In queste ultime settimane si è discusso molto di un possibile appoggio della Cina alla Russia: una circostanza che, se si dovesse verificare, creerebbe una frattura di gravità inaudita con l’Occidente che avrebbe conseguenze di ogni tipo, dal livello diplomatico a quello economico.
Ma siamo sicuri che Xi voglia assumersi la responsabilità di un simile “strappo”? Per cercare di rispondere a questa domanda, bisogna considerare che le decisioni cinesi hanno tradizionalmente tempi lunghi e si inseriscono in strategie di lungo periodo che prescindono dall’immediata attualità.
Pechino si considera ormai prima potenza mondiale (quantomeno a livello economico) e ha bisogno dei mercati globalizzati per consolidare e rafforzare questa posizione, a maggior ragione a fronte dell’attesa riduzione della crescita economica che quest’anno – per stessa ammissione del Governo – sarà la più bassa in oltre trent’anni.
Inoltre, a novembre ci sarà il XX Congresso del Partito Comunista Cinese, appuntamento che tradizionalmente serve a ridefinire la rotta del gigante asiatico nel medio periodo: per questi motivi, è dunque evidente che la Cina non ha interesse a creare ulteriori turbolenze internazionali che cambino troppo la situazione.
L’atteggiamento di prudenza di Pechino si spiega anche con il fatto che la Cina ritiene questo conflitto circoscritto all’Europa, e per questo non ha intenzione di essere (troppo) coinvolta. Anche perché la compatta reazione di Unione Europea e Stati Uniti all’invasione dell’Ucraina da parte della Russia potrebbe essere uno “spoiler” di quello che potrebbe accadere se la Cina tentasse di occupare Taiwan.
D’altro canto, la Cina si trova invece in una posizione opposta a quella di Mosca: se le azioni di quest’ultima sono volte – almeno ufficialmente – a riunire sotto lo stesso “tetto” le popolazioni di lingua russofona (pensiamo non solo a Crimea e Donbass, ma anche a Transnistria, Abkhazia, Ossezia), Pechino ha il problema opposto, dovendo far fronte alle rivendicazioni delle minoranze etnico-linguistiche al suo interno. Xi deve dunque perseguire un sottile equilibrio diplomatico che lo porti a mantenere una sostanziale equidistanza tra l’Occidente e la Russia.
Alla luce di queste considerazioni, cosa si devono attendere Europa e Stati Uniti? L’Occidente, almeno in questa fase, non deve temere cambi di orientamento repentini da parte della Cina: dunque, con riferimento alla Russia, è molto difficile che Pechino metta in pratica in toto quella dichiarazione di “amicizia senza limiti” che è stata riaffermata proprio prima dei Giochi Olimpici invernali che si sono svolti a febbraio.
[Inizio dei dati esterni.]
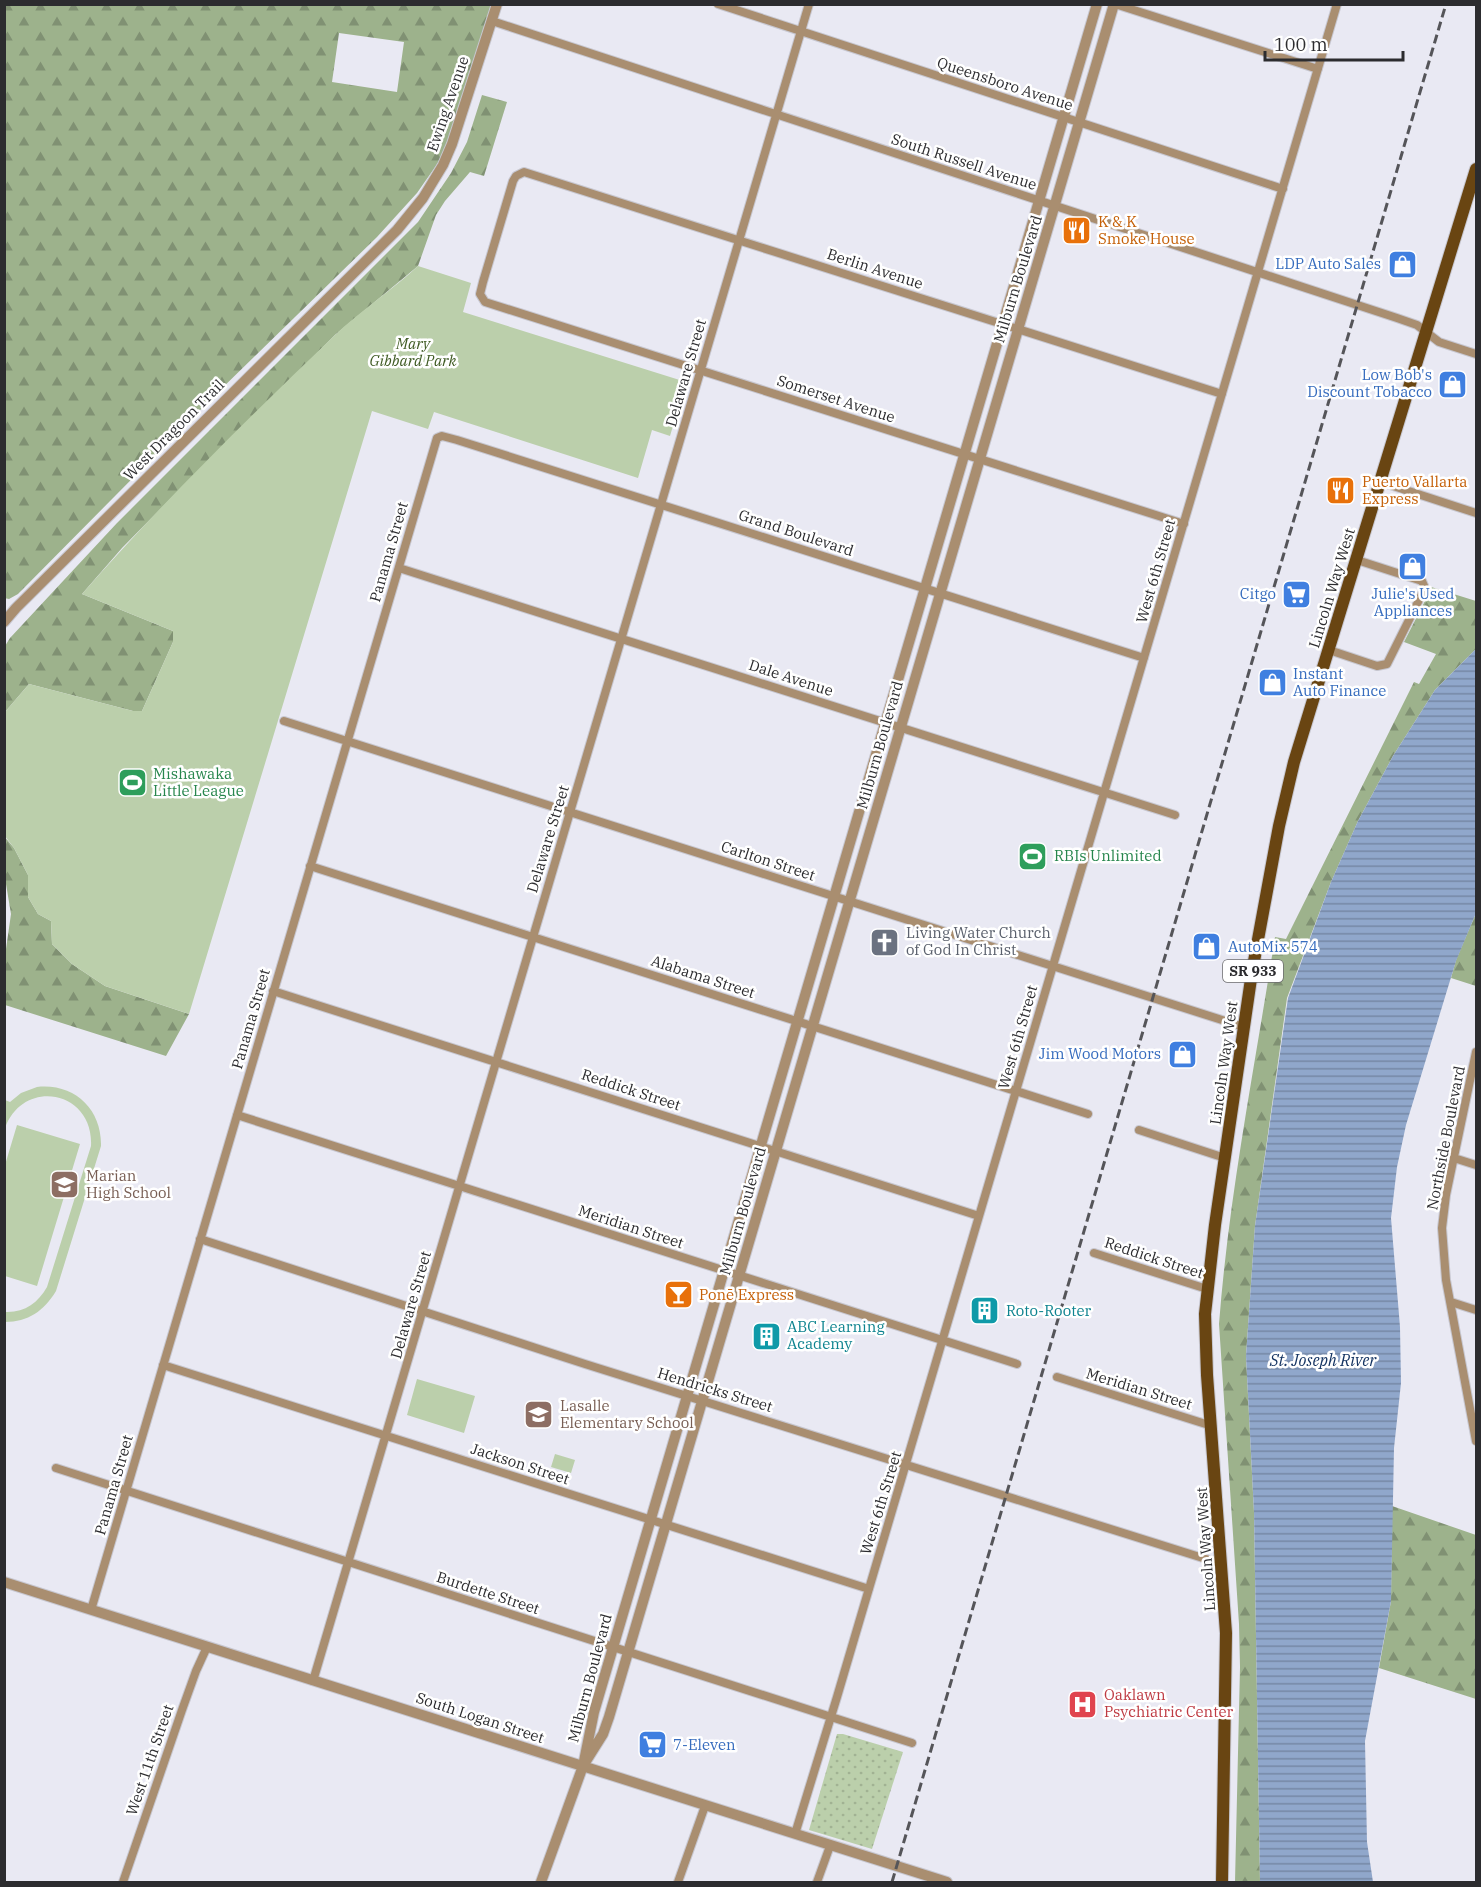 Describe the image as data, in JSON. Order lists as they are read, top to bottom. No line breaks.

In quell’occasione, è probabile che Xi fosse già a conoscenza delle intenzioni di Putin; ma, alla luce di come si sono svolte le cose, sembra lecito supporre che il Presidente cinese pensasse che il suo omologo russo si sarebbe limitato a “prendersi” il Donbass con un intervento lampo di pochi giorni.
In questo momento, è dunque fondamentale che le due superpotenze investano risorse diplomatiche per rafforzare il loro dialogo bilaterale. Usa e Cina hanno estremamente bisogno l’una dell’altra, e inoltre quest’ultima ha anche grande bisogno del mercato europeo.
Allo stesso tempo, Pechino ha anche interesse ad approfondire i propri rapporti con Mosca (con cui avrebbe gioco facile nell’imporre la propria supremazia economico-finanziaria) e dunque l’atteggiamento occidentale deve essere realistico nell’aspettarsi una posizione prudente ed equidistante dalla Cina. È dunque possibile attendersi aiuti economici e tecnologici (magari poco appariscenti) da Xi a Putin, ma certamente non militari.
L’aspetto fondamentale a cui l’Occidente dovrà porre molta attenzione è che il Dragone non guadagni troppo da questa situazione, diventando compratore “a prezzi di saldo” delle materie prime russe. Per questo è importante che il “telefono rosso” resti sempre libero e in funzione.